Paylaş
MEDICAL Park’ın temeli 1996’da Batman’da ‘Şifa’ adıyla atılmış. Ancak İzmir’deki Şifa’yla ilgisi yok. 2007’de Medical Park’a geçilmiş. Medical Park bugün 13 ilde 19 merkezle hizmet veriyor. Batman’daki hastaneyi de gezdik. Sırada Hasankeyf var. Hani, Ilısu Barajı’nın suları altında kalacak Hasankteyf’e. Batman Valisi Yılmaz Arslan, baraj projesinin 1950’lere dayandığını söylemişti. Ama Hasankeyf’i gördükten sonra, insanın aklına baraj falan gelmiyor açıkçası. “Burası yok olmasın” sözcükleri dökülüyor ağızlardan. Ancak, yağmur yüzünden pek fazla dolaşamadık.
Gönüllü rehberler
Hasankeyf’e gelmeden Zeynel Bey Kümbeti’ne uğruyoruz. Akkoyunlu Hükümdarı Uzun Hasan’ın, Otlukbeli Savaşı’nda şehit düşen oğlu Zeynel Bey için yaptırdığı bir eser. Ama beni, ne yalan söyleyeyim, bir kız etkiledi orada. Kümbete doğru her otobüs geldiğinde mantar gibi çocuklar bitiyor çevrede, ezberden tarihi anlatıveriyorlar. Hepsi usta rehber gibi. Otobüsten inip kümbete doğru yürürken Derya’ya kapıldık. Derya öğrenci, sıralıveriyor kümbet tarihini, yanında kardeşi İrem var. İngilizce öğretmeni olmak istiyormuş. “Eee buralarda sizleri 13-14 yaşında evlendirmiyorlar mı” diye sorulunca, tepki gösterip dikleniyor: “Bizim buralarda olmaz. Babalarımız bizi okutur. 20’den önce evlenmeyiz biz...” Hatta İrem’e sarılıyor, onun da okuyacağını söylüyor. Hepimizin içini aydınlatıyor Derya.
Dertli manastır
Midyat’a geçiyoruz ve Mor Gabriel Manastırı’na tırmanıyoruz. Daha önce görmeyenler şaşırıyor. Süryani manastırında temizlik hemen dikkat çekiyor. Bir rehber bilgi veriyor ibadet salonunda. Burada yerleşik 60 kişi yaşıyor. Her gün düzenli ibadet var. Bir yere indirdi bizi. Burası Mor Gabriel’in gömüldüğü yer. Herkesin bastığı yerin altında gömülmeyi vasiyet etmiş. Bir sandalyede oturur vaziyette ve başı Doğu’ya dönük. Çünkü Hz. İsa’nın o yönden geleceğine inanılıyor, saygı için de oturarak karşılamak isteniyormuş. Rehberimiz buradaki mezarların zaman zaman elden geçirildiğini, artık gömüye kapandığını belirtiyor ve 12 bin aziz kemiğinin bulunduğunu söylüyor.

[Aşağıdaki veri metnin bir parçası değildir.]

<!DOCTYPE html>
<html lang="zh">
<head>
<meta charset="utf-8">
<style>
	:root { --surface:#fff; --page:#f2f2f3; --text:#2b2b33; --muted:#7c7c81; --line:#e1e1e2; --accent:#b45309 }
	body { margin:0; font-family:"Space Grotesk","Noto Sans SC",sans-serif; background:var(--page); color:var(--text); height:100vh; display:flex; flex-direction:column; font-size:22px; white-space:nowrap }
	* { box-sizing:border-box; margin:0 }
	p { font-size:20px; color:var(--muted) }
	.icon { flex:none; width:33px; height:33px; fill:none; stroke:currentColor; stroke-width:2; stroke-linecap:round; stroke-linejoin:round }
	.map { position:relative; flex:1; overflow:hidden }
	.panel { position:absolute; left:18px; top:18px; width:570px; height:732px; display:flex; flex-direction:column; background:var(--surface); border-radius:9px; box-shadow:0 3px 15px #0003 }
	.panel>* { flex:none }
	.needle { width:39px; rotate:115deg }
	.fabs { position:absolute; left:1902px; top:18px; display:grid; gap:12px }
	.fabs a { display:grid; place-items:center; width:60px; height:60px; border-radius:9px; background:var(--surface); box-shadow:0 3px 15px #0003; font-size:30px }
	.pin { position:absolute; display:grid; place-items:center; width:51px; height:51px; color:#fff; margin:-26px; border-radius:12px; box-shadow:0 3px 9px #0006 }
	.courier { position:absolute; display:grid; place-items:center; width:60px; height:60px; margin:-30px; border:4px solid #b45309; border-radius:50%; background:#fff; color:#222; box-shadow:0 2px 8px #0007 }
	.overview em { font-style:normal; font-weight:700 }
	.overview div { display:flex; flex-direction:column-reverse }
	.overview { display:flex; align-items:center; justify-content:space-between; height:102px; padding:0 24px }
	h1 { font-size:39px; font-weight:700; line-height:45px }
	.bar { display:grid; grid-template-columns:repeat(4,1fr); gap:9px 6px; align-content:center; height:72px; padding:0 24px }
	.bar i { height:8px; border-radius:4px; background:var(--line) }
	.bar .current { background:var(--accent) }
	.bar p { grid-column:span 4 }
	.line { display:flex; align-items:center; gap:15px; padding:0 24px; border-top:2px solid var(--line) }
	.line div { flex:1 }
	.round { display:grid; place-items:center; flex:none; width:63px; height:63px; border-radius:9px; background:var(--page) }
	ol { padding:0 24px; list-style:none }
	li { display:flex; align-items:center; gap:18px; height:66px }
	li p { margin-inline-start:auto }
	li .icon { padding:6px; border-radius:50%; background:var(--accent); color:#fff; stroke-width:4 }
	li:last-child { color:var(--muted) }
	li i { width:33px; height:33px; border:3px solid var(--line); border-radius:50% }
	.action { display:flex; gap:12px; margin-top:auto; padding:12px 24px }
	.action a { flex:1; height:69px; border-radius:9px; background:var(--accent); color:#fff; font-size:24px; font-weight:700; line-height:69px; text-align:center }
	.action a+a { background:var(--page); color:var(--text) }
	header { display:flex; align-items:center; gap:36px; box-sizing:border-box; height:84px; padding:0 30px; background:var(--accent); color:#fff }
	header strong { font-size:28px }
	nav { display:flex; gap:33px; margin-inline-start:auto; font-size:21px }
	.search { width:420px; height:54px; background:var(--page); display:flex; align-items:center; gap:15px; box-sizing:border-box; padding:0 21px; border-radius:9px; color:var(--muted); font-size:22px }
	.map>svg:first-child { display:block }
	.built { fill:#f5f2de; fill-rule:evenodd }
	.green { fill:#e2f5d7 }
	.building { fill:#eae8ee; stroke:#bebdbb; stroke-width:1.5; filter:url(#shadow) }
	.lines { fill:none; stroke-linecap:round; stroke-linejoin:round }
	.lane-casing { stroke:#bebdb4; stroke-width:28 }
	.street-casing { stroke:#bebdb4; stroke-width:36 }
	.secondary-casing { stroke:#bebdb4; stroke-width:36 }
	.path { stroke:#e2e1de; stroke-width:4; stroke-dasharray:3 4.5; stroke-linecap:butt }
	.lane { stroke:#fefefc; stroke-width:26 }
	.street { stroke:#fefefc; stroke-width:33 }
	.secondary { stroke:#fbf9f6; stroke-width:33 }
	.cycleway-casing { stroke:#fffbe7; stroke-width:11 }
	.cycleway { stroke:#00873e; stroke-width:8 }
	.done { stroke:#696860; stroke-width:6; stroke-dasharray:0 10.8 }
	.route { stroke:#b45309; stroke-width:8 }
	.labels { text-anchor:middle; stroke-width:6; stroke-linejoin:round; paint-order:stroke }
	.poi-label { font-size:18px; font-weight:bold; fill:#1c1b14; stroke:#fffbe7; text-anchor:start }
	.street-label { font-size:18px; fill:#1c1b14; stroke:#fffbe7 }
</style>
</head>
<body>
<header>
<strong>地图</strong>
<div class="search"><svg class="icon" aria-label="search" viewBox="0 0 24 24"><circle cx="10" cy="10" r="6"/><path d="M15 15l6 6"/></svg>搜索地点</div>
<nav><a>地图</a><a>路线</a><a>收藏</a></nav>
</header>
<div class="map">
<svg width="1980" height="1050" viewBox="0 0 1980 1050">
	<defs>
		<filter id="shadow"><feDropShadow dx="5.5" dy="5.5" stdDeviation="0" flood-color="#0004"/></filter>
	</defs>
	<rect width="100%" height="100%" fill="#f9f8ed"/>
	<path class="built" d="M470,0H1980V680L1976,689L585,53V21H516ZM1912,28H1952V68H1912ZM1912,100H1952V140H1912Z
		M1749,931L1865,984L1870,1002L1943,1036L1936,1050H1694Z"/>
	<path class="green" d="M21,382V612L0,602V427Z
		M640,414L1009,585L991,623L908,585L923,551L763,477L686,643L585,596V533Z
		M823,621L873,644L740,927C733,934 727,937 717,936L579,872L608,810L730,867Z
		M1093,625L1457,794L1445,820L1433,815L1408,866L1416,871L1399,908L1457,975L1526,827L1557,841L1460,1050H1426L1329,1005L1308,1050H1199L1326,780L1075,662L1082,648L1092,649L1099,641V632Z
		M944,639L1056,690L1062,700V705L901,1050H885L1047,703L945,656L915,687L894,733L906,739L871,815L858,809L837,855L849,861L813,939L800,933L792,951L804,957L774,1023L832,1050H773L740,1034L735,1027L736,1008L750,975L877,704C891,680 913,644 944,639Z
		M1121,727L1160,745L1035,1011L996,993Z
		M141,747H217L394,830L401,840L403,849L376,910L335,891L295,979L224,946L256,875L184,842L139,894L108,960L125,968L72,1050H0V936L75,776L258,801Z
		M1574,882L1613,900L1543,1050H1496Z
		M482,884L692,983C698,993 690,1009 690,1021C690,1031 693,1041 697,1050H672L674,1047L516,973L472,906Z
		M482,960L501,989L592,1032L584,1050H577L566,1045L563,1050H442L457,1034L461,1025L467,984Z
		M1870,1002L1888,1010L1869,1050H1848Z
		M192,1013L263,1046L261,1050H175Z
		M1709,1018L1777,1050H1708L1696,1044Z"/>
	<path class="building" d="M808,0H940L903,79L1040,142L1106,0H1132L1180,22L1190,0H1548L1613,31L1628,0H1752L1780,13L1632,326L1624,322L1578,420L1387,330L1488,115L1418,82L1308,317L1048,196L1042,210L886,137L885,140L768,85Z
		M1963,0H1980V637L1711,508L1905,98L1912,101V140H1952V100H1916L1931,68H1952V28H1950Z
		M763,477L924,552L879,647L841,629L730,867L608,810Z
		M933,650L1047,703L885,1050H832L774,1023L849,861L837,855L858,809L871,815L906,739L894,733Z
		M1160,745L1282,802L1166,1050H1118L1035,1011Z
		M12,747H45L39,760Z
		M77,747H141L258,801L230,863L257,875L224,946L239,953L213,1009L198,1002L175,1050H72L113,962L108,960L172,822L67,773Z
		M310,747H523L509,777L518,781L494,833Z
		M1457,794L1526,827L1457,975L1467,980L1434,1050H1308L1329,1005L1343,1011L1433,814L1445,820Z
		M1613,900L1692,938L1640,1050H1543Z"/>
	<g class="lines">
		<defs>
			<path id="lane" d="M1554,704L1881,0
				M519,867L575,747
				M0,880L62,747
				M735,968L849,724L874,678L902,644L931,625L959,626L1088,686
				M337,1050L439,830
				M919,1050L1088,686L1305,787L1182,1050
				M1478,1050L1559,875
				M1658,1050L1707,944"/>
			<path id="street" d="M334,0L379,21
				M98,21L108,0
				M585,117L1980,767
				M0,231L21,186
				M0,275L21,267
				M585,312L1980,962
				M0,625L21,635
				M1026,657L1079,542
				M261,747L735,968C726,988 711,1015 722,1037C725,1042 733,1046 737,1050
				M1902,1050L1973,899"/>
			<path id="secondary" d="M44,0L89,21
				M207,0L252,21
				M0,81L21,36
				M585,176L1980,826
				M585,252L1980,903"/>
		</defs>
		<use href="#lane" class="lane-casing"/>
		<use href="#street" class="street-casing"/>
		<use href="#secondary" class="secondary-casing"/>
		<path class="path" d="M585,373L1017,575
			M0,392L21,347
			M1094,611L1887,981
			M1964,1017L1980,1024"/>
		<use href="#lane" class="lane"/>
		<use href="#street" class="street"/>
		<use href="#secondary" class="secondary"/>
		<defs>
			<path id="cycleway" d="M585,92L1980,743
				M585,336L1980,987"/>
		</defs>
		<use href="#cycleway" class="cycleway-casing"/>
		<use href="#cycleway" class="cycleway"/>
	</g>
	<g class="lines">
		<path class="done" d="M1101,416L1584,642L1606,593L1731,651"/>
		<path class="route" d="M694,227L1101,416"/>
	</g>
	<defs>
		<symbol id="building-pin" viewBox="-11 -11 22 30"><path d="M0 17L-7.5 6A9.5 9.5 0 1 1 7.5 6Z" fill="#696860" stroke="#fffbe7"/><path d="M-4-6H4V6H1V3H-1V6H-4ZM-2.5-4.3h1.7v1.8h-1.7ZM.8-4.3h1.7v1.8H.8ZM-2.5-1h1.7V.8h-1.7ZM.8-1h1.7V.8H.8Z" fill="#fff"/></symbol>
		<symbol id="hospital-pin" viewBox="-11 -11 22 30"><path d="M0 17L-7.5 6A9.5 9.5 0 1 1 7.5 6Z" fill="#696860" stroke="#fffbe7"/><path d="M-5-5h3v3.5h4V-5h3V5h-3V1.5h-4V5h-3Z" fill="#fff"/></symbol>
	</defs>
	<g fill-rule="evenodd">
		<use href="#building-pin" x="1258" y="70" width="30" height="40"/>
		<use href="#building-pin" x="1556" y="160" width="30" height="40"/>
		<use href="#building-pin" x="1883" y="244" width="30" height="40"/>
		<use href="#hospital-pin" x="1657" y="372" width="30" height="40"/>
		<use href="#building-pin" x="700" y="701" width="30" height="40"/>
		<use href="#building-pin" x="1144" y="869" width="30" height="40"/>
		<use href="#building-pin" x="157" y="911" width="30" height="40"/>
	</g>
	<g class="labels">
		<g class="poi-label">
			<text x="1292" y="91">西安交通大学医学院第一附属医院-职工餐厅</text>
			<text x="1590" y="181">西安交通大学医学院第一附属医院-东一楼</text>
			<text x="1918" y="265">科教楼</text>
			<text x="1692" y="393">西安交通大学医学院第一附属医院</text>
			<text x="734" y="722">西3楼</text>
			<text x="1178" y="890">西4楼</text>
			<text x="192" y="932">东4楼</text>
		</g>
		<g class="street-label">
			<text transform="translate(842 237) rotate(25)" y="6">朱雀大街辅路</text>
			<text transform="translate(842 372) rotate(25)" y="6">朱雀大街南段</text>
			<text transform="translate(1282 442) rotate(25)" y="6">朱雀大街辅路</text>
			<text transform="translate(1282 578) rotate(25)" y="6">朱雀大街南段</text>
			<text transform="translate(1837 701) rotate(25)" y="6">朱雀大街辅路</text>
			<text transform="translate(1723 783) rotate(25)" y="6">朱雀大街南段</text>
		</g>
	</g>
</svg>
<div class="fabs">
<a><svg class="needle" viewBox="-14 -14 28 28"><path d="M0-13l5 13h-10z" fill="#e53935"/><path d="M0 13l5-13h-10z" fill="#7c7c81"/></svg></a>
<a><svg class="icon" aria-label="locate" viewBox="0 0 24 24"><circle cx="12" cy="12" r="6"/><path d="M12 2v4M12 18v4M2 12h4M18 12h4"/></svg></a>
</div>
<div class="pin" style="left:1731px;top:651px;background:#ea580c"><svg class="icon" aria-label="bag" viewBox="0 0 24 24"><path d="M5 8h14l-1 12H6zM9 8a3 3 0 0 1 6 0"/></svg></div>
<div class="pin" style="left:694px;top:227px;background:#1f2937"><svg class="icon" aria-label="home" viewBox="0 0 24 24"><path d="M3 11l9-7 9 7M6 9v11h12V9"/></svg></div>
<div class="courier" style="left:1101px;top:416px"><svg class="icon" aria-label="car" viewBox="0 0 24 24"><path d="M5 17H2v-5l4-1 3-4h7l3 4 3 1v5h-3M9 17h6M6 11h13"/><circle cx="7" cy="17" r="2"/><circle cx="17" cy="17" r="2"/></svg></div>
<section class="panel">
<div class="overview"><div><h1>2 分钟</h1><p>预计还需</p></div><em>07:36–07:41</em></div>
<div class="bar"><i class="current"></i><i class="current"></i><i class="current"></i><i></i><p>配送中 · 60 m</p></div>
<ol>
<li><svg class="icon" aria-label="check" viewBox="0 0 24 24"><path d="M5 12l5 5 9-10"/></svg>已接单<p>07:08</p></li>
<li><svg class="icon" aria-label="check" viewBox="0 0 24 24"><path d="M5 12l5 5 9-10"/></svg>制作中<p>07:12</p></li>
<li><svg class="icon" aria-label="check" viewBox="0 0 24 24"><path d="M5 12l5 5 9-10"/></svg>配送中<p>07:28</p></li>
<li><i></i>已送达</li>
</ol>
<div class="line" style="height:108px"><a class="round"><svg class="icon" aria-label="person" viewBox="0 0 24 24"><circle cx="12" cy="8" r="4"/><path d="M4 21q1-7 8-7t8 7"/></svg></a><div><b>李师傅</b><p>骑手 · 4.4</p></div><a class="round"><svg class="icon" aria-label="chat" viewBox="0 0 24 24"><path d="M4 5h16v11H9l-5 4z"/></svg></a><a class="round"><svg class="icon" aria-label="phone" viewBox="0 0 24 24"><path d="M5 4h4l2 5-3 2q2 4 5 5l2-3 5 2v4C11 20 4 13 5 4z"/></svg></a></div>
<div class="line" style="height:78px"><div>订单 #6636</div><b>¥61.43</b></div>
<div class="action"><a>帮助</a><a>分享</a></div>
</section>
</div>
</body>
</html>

Metropolit Samuel Aktaş’la tanışıyoruz, çay ikram ediyor. Bir soru üzerine Aktaş, manastır arazileri sorununun çözülememesinden yakınıyor. Yüz yıllardır işledikleri arazilerle ilgili kararı yargı verecek. Konunun üst makamlara iletilip iletilmediği soruluyor, “Ooooo, cumhurbaşkanından en alt memura kadar herkes biliyor” diyor. Aktaş, sonra da yurt dışındaki Süryaniler’i Türkiye’ye getirmeye çalışırken, “Sen önce oradaki arazi sorununu çöz” yanıtı aldığını söylüyor.
Midyat’a iniyoruz. Telkari (gümüş işleme sanatı) çok ünlü. Ortalık gümüş mağazası dolu. Süryani şarapları da çok güzel. Dolanırken Reyhanlı faciası patlak veriyor. Çarşıda bir telaş... Herkeste sorgu sual... Yürekler dağlanıyor.